ACTIVITY: Lines with the word "results": copy all of them from the entries below.

═══ DATA FOR ANALYSIS ═══

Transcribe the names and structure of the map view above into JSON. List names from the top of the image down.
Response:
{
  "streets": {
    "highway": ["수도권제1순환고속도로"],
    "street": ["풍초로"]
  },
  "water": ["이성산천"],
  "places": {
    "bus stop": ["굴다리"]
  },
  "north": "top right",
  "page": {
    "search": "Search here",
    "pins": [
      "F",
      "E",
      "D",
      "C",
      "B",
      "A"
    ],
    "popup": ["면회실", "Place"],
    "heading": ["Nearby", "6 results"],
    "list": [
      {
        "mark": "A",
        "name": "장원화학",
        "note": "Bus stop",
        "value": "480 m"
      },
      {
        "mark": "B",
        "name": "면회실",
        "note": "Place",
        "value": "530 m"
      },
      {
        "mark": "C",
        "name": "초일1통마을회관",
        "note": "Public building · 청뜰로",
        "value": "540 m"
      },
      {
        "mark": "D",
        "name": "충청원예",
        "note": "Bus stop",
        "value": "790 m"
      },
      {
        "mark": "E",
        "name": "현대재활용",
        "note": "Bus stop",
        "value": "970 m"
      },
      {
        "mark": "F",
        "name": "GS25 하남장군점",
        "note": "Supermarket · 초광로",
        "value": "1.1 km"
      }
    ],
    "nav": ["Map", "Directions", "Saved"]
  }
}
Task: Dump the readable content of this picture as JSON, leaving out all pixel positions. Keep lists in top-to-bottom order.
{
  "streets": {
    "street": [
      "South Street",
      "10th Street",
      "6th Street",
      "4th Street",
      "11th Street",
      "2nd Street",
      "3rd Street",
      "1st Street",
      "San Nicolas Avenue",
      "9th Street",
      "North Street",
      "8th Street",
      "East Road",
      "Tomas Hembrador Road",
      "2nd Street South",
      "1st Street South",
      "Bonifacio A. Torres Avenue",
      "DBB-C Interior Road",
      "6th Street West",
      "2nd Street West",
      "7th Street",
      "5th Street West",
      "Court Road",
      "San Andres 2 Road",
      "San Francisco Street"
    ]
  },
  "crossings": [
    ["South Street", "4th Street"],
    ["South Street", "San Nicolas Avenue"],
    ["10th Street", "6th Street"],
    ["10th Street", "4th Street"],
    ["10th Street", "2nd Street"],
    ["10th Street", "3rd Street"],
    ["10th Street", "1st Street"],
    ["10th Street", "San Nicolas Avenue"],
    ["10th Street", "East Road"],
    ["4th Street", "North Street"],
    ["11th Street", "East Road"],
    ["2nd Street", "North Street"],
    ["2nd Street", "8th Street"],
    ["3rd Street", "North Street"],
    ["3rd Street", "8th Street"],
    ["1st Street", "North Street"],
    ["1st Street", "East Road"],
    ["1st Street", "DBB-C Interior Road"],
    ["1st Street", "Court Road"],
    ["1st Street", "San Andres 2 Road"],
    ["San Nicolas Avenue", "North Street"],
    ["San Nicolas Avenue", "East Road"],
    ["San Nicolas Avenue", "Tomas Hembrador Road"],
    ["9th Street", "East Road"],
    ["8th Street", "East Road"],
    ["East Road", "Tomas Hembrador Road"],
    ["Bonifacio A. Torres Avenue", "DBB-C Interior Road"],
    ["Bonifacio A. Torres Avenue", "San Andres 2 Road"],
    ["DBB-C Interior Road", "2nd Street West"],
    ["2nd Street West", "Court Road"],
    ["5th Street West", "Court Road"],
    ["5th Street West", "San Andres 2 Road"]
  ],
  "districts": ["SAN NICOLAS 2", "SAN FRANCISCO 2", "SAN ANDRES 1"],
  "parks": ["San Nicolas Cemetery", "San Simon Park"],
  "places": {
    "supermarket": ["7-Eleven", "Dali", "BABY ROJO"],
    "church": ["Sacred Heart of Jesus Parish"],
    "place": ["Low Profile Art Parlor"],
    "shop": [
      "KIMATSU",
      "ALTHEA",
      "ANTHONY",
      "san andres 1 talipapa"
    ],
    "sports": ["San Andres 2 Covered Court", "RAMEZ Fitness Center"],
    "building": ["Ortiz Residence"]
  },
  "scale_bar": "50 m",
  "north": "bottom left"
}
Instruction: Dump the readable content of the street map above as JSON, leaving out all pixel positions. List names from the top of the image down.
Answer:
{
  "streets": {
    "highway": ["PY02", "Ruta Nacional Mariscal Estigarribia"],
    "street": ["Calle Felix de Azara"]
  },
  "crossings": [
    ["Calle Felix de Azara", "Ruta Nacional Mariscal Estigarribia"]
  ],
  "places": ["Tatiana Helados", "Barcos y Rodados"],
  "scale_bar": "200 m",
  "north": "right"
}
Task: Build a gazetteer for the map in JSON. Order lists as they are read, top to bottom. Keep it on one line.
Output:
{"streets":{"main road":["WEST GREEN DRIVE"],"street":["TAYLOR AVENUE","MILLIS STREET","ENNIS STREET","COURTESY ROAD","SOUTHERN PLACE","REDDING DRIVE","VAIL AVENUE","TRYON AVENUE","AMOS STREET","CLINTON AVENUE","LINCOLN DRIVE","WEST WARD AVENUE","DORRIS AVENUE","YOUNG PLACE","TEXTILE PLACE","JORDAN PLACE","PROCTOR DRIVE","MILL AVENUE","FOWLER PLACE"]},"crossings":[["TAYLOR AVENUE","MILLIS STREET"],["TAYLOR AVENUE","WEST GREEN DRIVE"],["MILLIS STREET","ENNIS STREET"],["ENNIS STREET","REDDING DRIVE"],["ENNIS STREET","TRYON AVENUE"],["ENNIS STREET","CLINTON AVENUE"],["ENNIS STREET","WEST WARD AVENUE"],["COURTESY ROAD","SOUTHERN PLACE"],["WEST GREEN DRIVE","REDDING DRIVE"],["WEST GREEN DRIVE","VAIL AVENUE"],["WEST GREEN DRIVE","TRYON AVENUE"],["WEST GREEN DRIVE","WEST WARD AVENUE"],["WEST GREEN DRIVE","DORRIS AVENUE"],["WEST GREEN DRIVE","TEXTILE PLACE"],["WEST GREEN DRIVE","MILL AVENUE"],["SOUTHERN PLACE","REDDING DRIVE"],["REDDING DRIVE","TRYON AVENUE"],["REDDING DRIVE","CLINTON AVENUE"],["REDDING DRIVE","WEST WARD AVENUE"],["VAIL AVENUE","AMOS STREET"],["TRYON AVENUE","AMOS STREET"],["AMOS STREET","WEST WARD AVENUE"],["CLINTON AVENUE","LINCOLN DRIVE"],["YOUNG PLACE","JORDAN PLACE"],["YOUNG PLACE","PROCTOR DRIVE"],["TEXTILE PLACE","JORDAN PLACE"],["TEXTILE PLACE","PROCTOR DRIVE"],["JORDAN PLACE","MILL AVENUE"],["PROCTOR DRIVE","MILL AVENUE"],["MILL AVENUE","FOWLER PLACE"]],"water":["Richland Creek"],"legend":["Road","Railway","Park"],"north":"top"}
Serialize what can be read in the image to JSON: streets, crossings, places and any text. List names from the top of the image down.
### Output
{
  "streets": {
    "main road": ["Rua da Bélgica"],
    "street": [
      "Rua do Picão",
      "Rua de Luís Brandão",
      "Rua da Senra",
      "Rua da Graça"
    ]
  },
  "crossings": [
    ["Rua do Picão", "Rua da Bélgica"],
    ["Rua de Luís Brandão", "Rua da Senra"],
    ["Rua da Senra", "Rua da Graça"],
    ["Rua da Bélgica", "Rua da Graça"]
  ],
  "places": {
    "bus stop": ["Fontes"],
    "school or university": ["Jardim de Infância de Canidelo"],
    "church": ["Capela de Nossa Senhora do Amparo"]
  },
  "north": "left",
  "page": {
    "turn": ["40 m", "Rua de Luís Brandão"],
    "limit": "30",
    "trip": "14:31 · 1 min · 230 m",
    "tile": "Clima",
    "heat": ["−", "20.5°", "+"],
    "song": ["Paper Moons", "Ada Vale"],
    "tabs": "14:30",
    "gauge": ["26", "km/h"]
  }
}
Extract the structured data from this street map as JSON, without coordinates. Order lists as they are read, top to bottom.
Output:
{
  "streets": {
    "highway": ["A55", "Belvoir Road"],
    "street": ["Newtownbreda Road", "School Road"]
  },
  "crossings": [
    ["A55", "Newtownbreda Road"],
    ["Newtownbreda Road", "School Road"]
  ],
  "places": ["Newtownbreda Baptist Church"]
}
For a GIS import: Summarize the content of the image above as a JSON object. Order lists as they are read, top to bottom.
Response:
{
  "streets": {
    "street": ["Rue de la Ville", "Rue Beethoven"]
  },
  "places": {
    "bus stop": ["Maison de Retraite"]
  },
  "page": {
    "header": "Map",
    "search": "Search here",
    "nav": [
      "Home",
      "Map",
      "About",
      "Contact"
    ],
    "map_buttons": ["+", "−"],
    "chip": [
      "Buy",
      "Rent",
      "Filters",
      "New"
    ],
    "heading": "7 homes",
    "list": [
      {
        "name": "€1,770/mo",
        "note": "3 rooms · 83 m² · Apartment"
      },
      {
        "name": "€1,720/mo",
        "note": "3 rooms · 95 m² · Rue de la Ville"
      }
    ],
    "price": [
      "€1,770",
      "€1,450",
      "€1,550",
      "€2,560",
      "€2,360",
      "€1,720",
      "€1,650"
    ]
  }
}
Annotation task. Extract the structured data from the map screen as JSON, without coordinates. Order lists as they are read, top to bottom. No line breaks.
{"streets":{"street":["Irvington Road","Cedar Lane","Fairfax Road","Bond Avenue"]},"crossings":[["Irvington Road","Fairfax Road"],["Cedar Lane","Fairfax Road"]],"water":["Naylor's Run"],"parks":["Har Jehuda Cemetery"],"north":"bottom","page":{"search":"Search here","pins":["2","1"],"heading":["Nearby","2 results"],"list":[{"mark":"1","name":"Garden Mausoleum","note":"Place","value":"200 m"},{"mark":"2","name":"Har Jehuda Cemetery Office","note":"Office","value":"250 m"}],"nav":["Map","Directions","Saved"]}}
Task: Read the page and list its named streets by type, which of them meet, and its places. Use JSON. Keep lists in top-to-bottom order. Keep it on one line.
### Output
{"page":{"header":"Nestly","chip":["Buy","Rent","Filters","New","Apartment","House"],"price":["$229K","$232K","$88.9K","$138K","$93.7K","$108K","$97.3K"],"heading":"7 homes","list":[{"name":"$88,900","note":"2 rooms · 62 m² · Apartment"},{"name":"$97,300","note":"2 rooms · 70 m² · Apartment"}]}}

═══

SOLVED PROBLEM:
    "heading": ["Nearby", "6 results"],
{"streets":{"street":["Irvington Road","Cedar Lane","Fairfax Road","Bond Avenue"]},"crossings":[["Irvington Road","Fairfax Road"],["Cedar Lane","Fairfax Road"]],"water":["Naylor's Run"],"parks":["Har Jehuda Cemetery"],"north":"bottom","page":{"search":"Search here","pins":["2","1"],"heading":["Nearby","2 results"],"list":[{"mark":"1","name":"Garden Mausoleum","note":"Place","value":"200 m"},{"mark":"2","name":"Har Jehuda Cemetery Office","note":"Office","value":"250 m"}],"nav":["Map","Directions","Saved"]}}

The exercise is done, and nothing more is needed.